MENTAL STATUS EXAMINATION: The patient appears calm, relaxed. Injected sclerae and conjunctivae on his eyes but denies use of substances. No abnormal involuntary muscle movements noted. Sensorium and cognition otherwise grossly intact. Insight and judgment are fair and appropriate. The patient states he is not currently hearing voices, seeing visions or having any thoughts of wanting to hurt himself or others.

MENTAL STATUS EXAMINATION: In both individual and conjoined session, he is calm, relaxed, somewhat reserved and quiet but answers questions appropriately with straightforward, clearly understood English without accent. No abnormal involuntary muscle movements, tics or mannerisms are noted. The client describes his mood today as okay. His affect is somewhat repressed or distressed. The client denies currently or ever hearing voices, seeing visions or having any thoughts of wanting to be dead or hurt others. Sensorium and cognition are grossly intact. Insight and judgment are appropriate for age. There is no evidence of thought disorder.

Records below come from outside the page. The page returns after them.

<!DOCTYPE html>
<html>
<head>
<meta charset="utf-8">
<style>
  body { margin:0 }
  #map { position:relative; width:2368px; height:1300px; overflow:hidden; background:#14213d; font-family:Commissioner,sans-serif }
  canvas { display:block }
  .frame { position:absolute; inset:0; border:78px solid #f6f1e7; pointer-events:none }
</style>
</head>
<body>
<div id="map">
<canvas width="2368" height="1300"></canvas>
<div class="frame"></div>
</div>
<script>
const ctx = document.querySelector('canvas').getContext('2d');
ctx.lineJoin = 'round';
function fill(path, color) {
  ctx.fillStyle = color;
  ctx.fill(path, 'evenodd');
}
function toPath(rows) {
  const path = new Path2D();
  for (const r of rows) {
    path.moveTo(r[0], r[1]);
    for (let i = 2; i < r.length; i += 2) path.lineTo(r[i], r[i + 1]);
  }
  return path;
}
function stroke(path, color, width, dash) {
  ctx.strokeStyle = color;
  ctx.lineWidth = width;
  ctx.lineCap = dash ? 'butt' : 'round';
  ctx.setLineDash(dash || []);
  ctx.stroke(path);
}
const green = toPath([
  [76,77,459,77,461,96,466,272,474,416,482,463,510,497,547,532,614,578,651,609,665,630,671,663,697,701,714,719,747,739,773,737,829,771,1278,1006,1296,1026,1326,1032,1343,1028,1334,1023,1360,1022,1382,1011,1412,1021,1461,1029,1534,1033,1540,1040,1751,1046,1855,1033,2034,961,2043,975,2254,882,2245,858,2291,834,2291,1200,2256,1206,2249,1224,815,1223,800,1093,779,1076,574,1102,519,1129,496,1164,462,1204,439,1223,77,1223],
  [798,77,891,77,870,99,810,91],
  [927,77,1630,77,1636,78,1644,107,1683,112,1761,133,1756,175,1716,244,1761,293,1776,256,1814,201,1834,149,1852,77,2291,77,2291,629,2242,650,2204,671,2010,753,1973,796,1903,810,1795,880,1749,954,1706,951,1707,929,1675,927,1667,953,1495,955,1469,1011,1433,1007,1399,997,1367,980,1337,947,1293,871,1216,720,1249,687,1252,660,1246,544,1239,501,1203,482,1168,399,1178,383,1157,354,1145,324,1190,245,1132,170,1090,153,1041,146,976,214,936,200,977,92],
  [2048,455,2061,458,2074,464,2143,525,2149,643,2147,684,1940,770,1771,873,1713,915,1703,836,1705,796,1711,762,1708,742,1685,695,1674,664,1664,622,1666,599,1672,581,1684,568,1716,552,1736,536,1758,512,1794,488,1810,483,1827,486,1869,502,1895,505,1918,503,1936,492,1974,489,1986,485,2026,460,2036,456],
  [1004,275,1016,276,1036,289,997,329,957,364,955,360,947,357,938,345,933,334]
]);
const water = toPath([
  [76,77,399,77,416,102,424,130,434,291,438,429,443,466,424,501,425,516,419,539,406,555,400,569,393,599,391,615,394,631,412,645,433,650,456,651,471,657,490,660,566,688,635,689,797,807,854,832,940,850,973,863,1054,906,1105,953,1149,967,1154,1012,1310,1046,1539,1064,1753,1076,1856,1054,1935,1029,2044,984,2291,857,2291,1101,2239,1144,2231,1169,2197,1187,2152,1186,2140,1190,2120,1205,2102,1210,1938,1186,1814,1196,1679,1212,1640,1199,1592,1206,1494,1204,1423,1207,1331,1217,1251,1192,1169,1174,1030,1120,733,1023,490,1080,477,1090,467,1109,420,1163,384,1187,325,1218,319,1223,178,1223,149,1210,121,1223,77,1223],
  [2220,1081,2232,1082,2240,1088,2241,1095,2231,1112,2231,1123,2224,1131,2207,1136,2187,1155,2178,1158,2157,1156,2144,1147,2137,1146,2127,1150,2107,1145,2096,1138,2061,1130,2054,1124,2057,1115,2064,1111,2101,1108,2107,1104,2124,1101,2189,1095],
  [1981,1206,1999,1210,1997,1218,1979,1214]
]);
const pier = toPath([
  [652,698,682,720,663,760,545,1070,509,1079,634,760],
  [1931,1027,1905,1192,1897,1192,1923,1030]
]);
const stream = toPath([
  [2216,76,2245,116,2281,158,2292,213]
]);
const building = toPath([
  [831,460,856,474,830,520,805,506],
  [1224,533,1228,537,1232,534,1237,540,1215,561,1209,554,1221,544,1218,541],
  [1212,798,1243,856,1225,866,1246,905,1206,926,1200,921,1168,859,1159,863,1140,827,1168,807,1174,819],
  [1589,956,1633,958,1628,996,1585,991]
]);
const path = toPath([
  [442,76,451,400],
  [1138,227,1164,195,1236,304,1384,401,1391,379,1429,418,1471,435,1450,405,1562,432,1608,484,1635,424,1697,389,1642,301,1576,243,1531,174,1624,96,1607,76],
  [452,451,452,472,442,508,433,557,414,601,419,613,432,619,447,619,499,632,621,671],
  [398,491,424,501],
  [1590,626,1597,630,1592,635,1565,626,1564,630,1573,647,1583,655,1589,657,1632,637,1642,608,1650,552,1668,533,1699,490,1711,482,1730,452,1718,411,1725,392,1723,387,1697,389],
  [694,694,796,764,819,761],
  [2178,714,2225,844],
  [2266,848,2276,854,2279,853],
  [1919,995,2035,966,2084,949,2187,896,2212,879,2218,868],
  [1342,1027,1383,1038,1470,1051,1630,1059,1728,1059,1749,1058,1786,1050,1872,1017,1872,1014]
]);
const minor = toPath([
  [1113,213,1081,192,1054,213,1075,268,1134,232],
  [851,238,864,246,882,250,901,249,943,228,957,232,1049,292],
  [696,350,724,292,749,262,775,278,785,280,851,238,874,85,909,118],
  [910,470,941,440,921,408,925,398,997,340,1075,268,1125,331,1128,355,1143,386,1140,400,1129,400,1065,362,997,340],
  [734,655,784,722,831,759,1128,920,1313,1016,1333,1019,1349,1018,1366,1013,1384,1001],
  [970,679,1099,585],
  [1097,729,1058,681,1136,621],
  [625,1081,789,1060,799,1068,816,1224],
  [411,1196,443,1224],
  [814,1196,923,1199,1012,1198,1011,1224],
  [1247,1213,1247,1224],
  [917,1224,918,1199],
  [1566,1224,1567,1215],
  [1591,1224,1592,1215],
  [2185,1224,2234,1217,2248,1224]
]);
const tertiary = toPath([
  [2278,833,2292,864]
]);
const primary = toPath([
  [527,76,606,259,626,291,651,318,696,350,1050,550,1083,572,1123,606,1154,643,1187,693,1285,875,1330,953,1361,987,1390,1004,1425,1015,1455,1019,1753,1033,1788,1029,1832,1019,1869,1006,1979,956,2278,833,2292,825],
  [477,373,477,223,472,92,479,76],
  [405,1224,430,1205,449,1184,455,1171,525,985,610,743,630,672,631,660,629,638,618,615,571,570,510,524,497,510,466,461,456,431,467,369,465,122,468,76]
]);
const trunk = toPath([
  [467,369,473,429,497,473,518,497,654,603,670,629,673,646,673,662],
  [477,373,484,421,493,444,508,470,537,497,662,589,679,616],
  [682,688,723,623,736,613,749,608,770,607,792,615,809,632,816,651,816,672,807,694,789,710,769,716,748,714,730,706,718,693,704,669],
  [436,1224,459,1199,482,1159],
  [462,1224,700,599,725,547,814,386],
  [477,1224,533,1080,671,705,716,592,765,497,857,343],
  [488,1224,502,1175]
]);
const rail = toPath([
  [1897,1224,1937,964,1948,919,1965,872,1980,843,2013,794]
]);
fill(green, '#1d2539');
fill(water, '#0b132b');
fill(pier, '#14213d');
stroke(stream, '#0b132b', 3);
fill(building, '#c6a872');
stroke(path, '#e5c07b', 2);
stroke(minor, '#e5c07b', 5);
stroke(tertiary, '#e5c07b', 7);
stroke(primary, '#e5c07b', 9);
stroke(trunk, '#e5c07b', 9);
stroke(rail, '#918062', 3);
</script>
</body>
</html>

MENTAL STATUS EXAMINATION: The patient is a (XX)-year-old Hispanic female who appears slightly older than her stated age. She is appropriately dressed for the season and well groomed. She does not have any involuntary motor movements nor does she appear to be responding to internal stimuli. She is alert and able to discuss past and recent events appropriately. She was pleasant, cooperative, and relevant throughout the interview. She makes normal eye contact and has normal motor controls. She describes her mood as upset and anxious. Affect is mildly blunted. Speech is mildly slowed but of normal rhythm, volume, and tone. She has no defects of articulation. Thoughts are well organized, well developed, appropriate, and goal directed. She denies suicidal or homicidal ideation or intent, and contracts for safety. She denies sensory hallucination, illusion, or delusion. Her memory is intact. Her insight and judgment are limited.